21. Cross-Platform Geometric Generalization {#21-cross-platform-geometric-generalization}

Classical Geometry Enabling Multi-Vehicle Deployment

Wayve deploys on multiple vehicle platforms (their own R&D fleet, Nissan ProPILOT prototypes, future OEM consumer vehicles) with different camera configurations. The classical geometry that enables this is:

The camera model abstraction: All cameras, regardless of their specific hardware, are described by the same classical pinhole model (intrinsics K, extrinsics [R|t], distortion coefficients). This abstraction means the neural network can operate on any camera by conditioning on these parameters.

GAIA-2's camera encoding: The model embeds intrinsics, extrinsics, and distortion via separate learnable projections summed into a unified encoding. This means a model trained on one camera configuration can generalize to another by simply providing the new camera parameters -- the model has learned how camera geometry maps to visual appearance.

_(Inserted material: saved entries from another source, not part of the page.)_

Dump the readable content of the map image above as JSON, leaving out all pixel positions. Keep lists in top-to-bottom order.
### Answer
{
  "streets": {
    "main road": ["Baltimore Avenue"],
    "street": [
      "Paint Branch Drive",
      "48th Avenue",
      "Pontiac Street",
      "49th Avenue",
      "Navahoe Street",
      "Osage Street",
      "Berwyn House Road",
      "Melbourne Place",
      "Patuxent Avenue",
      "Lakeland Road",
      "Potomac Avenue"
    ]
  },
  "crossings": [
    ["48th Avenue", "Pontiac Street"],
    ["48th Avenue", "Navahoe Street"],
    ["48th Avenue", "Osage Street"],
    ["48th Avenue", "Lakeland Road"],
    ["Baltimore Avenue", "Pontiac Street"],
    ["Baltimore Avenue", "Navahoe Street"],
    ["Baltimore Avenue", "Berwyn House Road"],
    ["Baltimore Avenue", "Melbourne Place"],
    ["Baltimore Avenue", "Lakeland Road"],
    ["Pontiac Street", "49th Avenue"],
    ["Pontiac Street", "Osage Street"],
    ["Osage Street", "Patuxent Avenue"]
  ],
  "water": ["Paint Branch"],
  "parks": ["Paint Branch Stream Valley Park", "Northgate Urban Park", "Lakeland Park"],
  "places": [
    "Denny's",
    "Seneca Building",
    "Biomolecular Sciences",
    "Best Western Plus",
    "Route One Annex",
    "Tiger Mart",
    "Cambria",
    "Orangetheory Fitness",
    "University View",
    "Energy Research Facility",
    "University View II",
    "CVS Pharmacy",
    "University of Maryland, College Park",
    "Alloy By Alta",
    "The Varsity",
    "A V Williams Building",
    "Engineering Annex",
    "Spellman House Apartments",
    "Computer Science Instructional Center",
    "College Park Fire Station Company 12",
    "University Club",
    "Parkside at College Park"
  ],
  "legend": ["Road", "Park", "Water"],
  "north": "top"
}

Rig3R's rig-awareness: Each camera in a multi-camera rig is identified by a camera ID and a 6D raymap encoding its pose relative to the rig frame. During training, these metadata fields are "randomly dropped" to encourage robustness when information is unavailable. The model learns to handle:

  • Known rig with known calibration (use rig constraints to improve accuracy)
  • Known rig with unknown calibration (infer calibration from image content)
  • Unknown rig configuration (discover rig structure from multi-view correspondences)

This flexibility is what enables Wayve's OEM licensing model: different automakers can use different camera placements, and the system adapts through classical geometry (providing new camera parameters) rather than requiring retraining.

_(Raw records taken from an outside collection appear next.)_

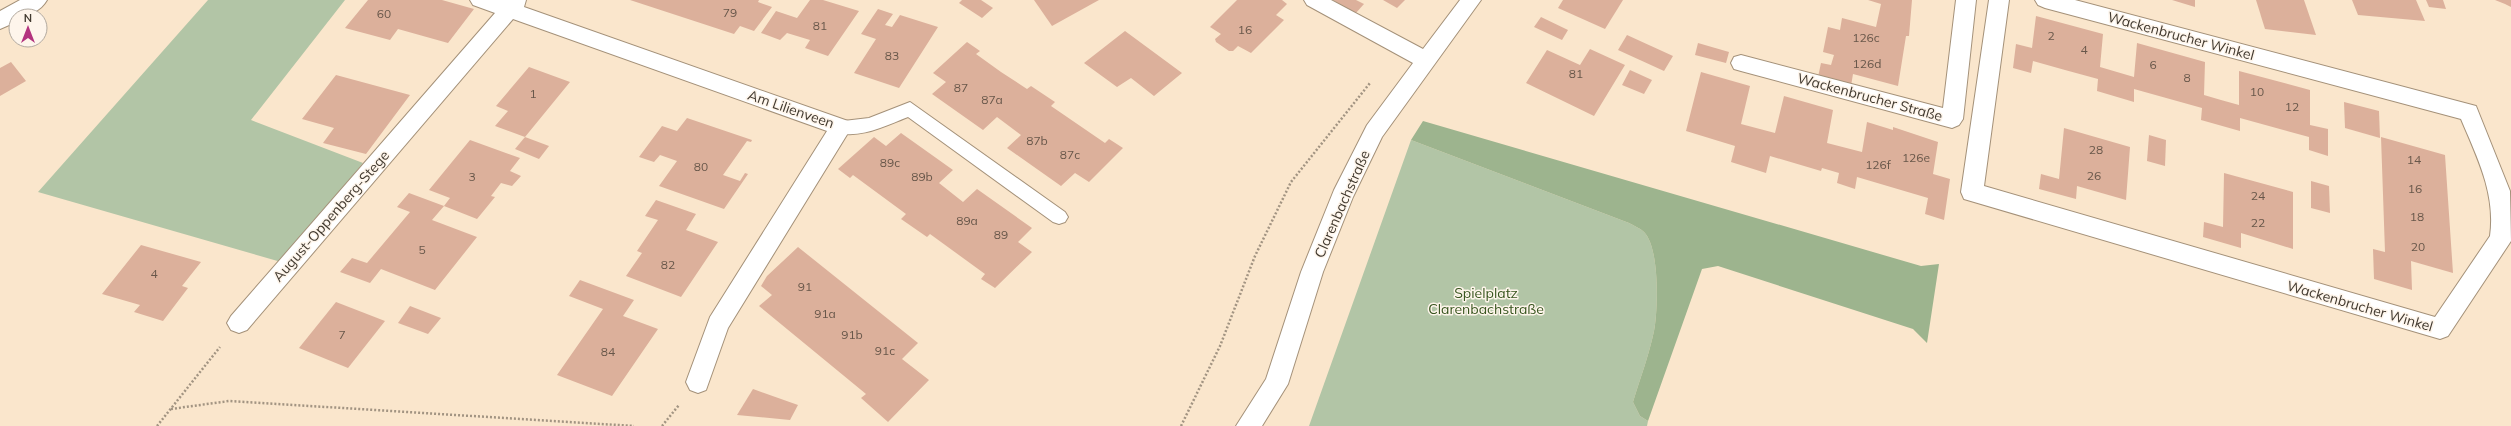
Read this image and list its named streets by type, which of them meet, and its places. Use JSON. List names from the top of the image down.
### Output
{
  "streets": {
    "street": [
      "Wackenbrucher Winkel",
      "Wackenbrucher Straße",
      "Am Lilienveen",
      "Clarenbachstraße",
      "August-Oppenberg-Stege"
    ]
  },
  "crossings": [
    ["Am Lilienveen", "August-Oppenberg-Stege"]
  ],
  "parks": ["Spielplatz Clarenbachstraße"],
  "house_numbers": [
    "79",
    "60",
    "81",
    "16",
    "2",
    "126c",
    "4",
    "83",
    "126d",
    "6",
    "81",
    "8",
    "87",
    "10",
    "1",
    "87a",
    "12",
    "87b",
    "28",
    "87c",
    "126e",
    "14",
    "89c",
    "126f",
    "80",
    "26",
    "3",
    "89b",
    "16",
    "24",
    "18",
    "89a",
    "22",
    "89",
    "20",
    "5",
    "82",
    "4",
    "91",
    "91a",
    "7",
    "91b",
    "91c",
    "84"
  ],
  "north": "top"
}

The classical requirement: Even with learned adaptation, the fundamental geometric relationship between cameras and the world is classical. The system needs to know (or infer) the camera projection model -- there is no way to process multi-view images without understanding how 3D points map to 2D pixels, and this mapping is governed by classical optics and geometry.

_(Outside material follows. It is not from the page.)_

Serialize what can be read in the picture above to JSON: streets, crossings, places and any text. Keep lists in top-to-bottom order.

Part VIII: Safety Classical Components

22. Safety Envelope and Guardrails {#22-safety-envelope-and-guardrails}

The Classical Safety Layer Around the Learned System

Despite Wayve's commitment to end-to-end learning, their deployed system includes non-ML safety components. Wayve's Safety 2.0 framework "aligns with critical safety principles, including redundancy, fail-operational behaviors, and adherence to automotive safety standards such as ISO 26262 and SOTIF."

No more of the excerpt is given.